*** Begin section ***

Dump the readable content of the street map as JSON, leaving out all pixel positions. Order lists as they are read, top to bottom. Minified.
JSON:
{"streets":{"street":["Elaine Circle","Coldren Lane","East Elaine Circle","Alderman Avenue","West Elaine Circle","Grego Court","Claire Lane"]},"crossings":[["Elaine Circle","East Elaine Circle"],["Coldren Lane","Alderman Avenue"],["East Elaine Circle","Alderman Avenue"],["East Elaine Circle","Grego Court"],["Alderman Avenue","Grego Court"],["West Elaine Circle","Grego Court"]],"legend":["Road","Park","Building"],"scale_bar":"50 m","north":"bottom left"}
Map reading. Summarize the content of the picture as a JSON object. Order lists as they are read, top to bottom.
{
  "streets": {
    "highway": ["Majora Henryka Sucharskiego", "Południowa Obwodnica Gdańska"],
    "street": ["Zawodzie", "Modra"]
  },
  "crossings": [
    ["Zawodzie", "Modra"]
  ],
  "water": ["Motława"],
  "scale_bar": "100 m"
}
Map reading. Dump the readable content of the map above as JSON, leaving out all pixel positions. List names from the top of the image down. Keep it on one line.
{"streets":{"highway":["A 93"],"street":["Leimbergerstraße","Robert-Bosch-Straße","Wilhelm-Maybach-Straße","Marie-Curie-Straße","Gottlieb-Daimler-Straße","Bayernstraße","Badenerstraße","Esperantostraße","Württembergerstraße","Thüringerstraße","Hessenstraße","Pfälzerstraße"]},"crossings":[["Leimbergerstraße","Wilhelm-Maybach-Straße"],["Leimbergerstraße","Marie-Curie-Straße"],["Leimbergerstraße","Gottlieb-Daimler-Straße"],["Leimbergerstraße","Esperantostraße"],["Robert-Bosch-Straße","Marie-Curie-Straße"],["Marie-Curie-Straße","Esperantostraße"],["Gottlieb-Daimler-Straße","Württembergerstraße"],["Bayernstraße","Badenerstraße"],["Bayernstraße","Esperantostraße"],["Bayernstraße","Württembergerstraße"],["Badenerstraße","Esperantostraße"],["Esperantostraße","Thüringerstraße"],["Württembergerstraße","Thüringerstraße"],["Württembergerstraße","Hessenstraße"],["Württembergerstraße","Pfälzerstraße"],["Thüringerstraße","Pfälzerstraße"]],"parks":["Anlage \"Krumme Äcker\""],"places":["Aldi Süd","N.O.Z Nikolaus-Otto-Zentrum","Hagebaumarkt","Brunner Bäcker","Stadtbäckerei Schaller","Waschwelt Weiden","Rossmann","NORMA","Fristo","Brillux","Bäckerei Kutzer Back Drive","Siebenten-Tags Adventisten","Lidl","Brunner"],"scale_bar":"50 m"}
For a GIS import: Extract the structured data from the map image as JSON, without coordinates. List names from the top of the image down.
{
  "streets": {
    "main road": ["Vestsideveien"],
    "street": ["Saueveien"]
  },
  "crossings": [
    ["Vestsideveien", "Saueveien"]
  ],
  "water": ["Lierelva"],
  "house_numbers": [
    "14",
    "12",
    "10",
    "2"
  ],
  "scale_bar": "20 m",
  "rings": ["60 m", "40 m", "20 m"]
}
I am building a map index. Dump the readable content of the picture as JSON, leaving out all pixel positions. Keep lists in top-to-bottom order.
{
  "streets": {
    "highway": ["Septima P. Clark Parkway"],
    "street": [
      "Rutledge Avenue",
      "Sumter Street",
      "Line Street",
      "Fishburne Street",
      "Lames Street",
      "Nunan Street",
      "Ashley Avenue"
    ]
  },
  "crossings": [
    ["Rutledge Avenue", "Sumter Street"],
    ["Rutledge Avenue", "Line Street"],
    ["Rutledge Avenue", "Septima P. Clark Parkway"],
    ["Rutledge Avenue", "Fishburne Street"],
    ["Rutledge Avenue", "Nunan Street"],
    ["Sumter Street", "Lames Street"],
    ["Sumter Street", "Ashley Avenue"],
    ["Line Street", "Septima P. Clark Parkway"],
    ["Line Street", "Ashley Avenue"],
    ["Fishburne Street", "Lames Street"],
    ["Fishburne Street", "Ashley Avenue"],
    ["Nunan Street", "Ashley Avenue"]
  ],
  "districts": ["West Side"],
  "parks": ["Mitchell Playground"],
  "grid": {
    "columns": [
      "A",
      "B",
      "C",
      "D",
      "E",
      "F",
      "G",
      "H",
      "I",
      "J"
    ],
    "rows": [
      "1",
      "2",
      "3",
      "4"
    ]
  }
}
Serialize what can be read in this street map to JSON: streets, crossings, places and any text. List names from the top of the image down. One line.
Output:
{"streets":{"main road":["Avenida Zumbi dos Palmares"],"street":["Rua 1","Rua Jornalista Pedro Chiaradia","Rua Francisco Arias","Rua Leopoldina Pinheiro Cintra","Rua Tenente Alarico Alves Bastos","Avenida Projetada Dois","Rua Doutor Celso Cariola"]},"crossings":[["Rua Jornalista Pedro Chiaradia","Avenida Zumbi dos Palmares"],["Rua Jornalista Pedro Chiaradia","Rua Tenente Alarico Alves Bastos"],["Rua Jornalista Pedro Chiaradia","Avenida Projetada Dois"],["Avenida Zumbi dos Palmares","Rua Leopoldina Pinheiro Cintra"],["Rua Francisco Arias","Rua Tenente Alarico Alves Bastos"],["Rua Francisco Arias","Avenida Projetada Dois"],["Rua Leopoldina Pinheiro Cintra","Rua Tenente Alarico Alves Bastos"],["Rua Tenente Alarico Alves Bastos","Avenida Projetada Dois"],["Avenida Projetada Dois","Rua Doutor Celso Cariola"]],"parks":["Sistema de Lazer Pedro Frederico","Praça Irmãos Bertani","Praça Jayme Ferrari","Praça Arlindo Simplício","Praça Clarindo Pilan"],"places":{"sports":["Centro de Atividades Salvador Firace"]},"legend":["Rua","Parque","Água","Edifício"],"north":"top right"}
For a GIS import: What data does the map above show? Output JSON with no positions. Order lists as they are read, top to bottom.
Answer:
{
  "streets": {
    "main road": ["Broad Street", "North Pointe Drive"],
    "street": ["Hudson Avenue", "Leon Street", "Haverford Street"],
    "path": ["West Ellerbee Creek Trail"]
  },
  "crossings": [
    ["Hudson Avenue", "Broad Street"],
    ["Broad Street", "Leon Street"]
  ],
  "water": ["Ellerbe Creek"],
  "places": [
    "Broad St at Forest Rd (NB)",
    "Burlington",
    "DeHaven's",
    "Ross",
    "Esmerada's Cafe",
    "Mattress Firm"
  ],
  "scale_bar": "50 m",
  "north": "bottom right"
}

*** End section ***

== Your task ==
Retyping every entry exactly is the whole of the task.

== Response to this task ==
Dump the readable content of the street map as JSON, leaving out all pixel positions. Order lists as they are read, top to bottom. Minified.
JSON:
{"streets":{"street":["Elaine Circle","Coldren Lane","East Elaine Circle","Alderman Avenue","West Elaine Circle","Grego Court","Claire Lane"]},"crossings":[["Elaine Circle","East Elaine Circle"],["Coldren Lane","Alderman Avenue"],["East Elaine Circle","Alderman Avenue"],["East Elaine Circle","Grego Court"],["Alderman Avenue","Grego Court"],["West Elaine Circle","Grego Court"]],"legend":["Road","Park","Building"],"scale_bar":"50 m","north":"bottom left"}
Map reading. Summarize the content of the picture as a JSON object. Order lists as they are read, top to bottom.
{
  "streets": {
    "highway": ["Majora Henryka Sucharskiego", "Południowa Obwodnica Gdańska"],
    "street": ["Zawodzie", "Modra"]
  },
  "crossings": [
    ["Zawodzie", "Modra"]
  ],
  "water": ["Motława"],
  "scale_bar": "100 m"
}
Map reading. Dump the readable content of the map above as JSON, leaving out all pixel positions. List names from the top of the image down. Keep it on one line.
{"streets":{"highway":["A 93"],"street":["Leimbergerstraße","Robert-Bosch-Straße","Wilhelm-Maybach-Straße","Marie-Curie-Straße","Gottlieb-Daimler-Straße","Bayernstraße","Badenerstraße","Esperantostraße","Württembergerstraße","Thüringerstraße","Hessenstraße","Pfälzerstraße"]},"crossings":[["Leimbergerstraße","Wilhelm-Maybach-Straße"],["Leimbergerstraße","Marie-Curie-Straße"],["Leimbergerstraße","Gottlieb-Daimler-Straße"],["Leimbergerstraße","Esperantostraße"],["Robert-Bosch-Straße","Marie-Curie-Straße"],["Marie-Curie-Straße","Esperantostraße"],["Gottlieb-Daimler-Straße","Württembergerstraße"],["Bayernstraße","Badenerstraße"],["Bayernstraße","Esperantostraße"],["Bayernstraße","Württembergerstraße"],["Badenerstraße","Esperantostraße"],["Esperantostraße","Thüringerstraße"],["Württembergerstraße","Thüringerstraße"],["Württembergerstraße","Hessenstraße"],["Württembergerstraße","Pfälzerstraße"],["Thüringerstraße","Pfälzerstraße"]],"parks":["Anlage \"Krumme Äcker\""],"places":["Aldi Süd","N.O.Z Nikolaus-Otto-Zentrum","Hagebaumarkt","Brunner Bäcker","Stadtbäckerei Schaller","Waschwelt Weiden","Rossmann","NORMA","Fristo","Brillux","Bäckerei Kutzer Back Drive","Siebenten-Tags Adventisten","Lidl","Brunner"],"scale_bar":"50 m"}
For a GIS import: Extract the structured data from the map image as JSON, without coordinates. List names from the top of the image down.
{
  "streets": {
    "main road": ["Vestsideveien"],
    "street": ["Saueveien"]
  },
  "crossings": [
    ["Vestsideveien", "Saueveien"]
  ],
  "water": ["Lierelva"],
  "house_numbers": [
    "14",
    "12",
    "10",
    "2"
  ],
  "scale_bar": "20 m",
  "rings": ["60 m", "40 m", "20 m"]
}
I am building a map index. Dump the readable content of the picture as JSON, leaving out all pixel positions. Keep lists in top-to-bottom order.
{
  "streets": {
    "highway": ["Septima P. Clark Parkway"],
    "street": [
      "Rutledge Avenue",
      "Sumter Street",
      "Line Street",
      "Fishburne Street",
      "Lames Street",
      "Nunan Street",
      "Ashley Avenue"
    ]
  },
  "crossings": [
    ["Rutledge Avenue", "Sumter Street"],
    ["Rutledge Avenue", "Line Street"],
    ["Rutledge Avenue", "Septima P. Clark Parkway"],
    ["Rutledge Avenue", "Fishburne Street"],
    ["Rutledge Avenue", "Nunan Street"],
    ["Sumter Street", "Lames Street"],
    ["Sumter Street", "Ashley Avenue"],
    ["Line Street", "Septima P. Clark Parkway"],
    ["Line Street", "Ashley Avenue"],
    ["Fishburne Street", "Lames Street"],
    ["Fishburne Street", "Ashley Avenue"],
    ["Nunan Street", "Ashley Avenue"]
  ],
  "districts": ["West Side"],
  "parks": ["Mitchell Playground"],
  "grid": {
    "columns": [
      "A",
      "B",
      "C",
      "D",
      "E",
      "F",
      "G",
      "H",
      "I",
      "J"
    ],
    "rows": [
      "1",
      "2",
      "3",
      "4"
    ]
  }
}
Serialize what can be read in this street map to JSON: streets, crossings, places and any text. List names from the top of the image down. One line.
Output:
{"streets":{"main road":["Avenida Zumbi dos Palmares"],"street":["Rua 1","Rua Jornalista Pedro Chiaradia","Rua Francisco Arias","Rua Leopoldina Pinheiro Cintra","Rua Tenente Alarico Alves Bastos","Avenida Projetada Dois","Rua Doutor Celso Cariola"]},"crossings":[["Rua Jornalista Pedro Chiaradia","Avenida Zumbi dos Palmares"],["Rua Jornalista Pedro Chiaradia","Rua Tenente Alarico Alves Bastos"],["Rua Jornalista Pedro Chiaradia","Avenida Projetada Dois"],["Avenida Zumbi dos Palmares","Rua Leopoldina Pinheiro Cintra"],["Rua Francisco Arias","Rua Tenente Alarico Alves Bastos"],["Rua Francisco Arias","Avenida Projetada Dois"],["Rua Leopoldina Pinheiro Cintra","Rua Tenente Alarico Alves Bastos"],["Rua Tenente Alarico Alves Bastos","Avenida Projetada Dois"],["Avenida Projetada Dois","Rua Doutor Celso Cariola"]],"parks":["Sistema de Lazer Pedro Frederico","Praça Irmãos Bertani","Praça Jayme Ferrari","Praça Arlindo Simplício","Praça Clarindo Pilan"],"places":{"sports":["Centro de Atividades Salvador Firace"]},"legend":["Rua","Parque","Água","Edifício"],"north":"top right"}
For a GIS import: What data does the map above show? Output JSON with no positions. Order lists as they are read, top to bottom.
Answer:
{
  "streets": {
    "main road": ["Broad Street", "North Pointe Drive"],
    "street": ["Hudson Avenue", "Leon Street", "Haverford Street"],
    "path": ["West Ellerbee Creek Trail"]
  },
  "crossings": [
    ["Hudson Avenue", "Broad Street"],
    ["Broad Street", "Leon Street"]
  ],
  "water": ["Ellerbe Creek"],
  "places": [
    "Broad St at Forest Rd (NB)",
    "Burlington",
    "DeHaven's",
    "Ross",
    "Esmerada's Cafe",
    "Mattress Firm"
  ],
  "scale_bar": "50 m",
  "north": "bottom right"
}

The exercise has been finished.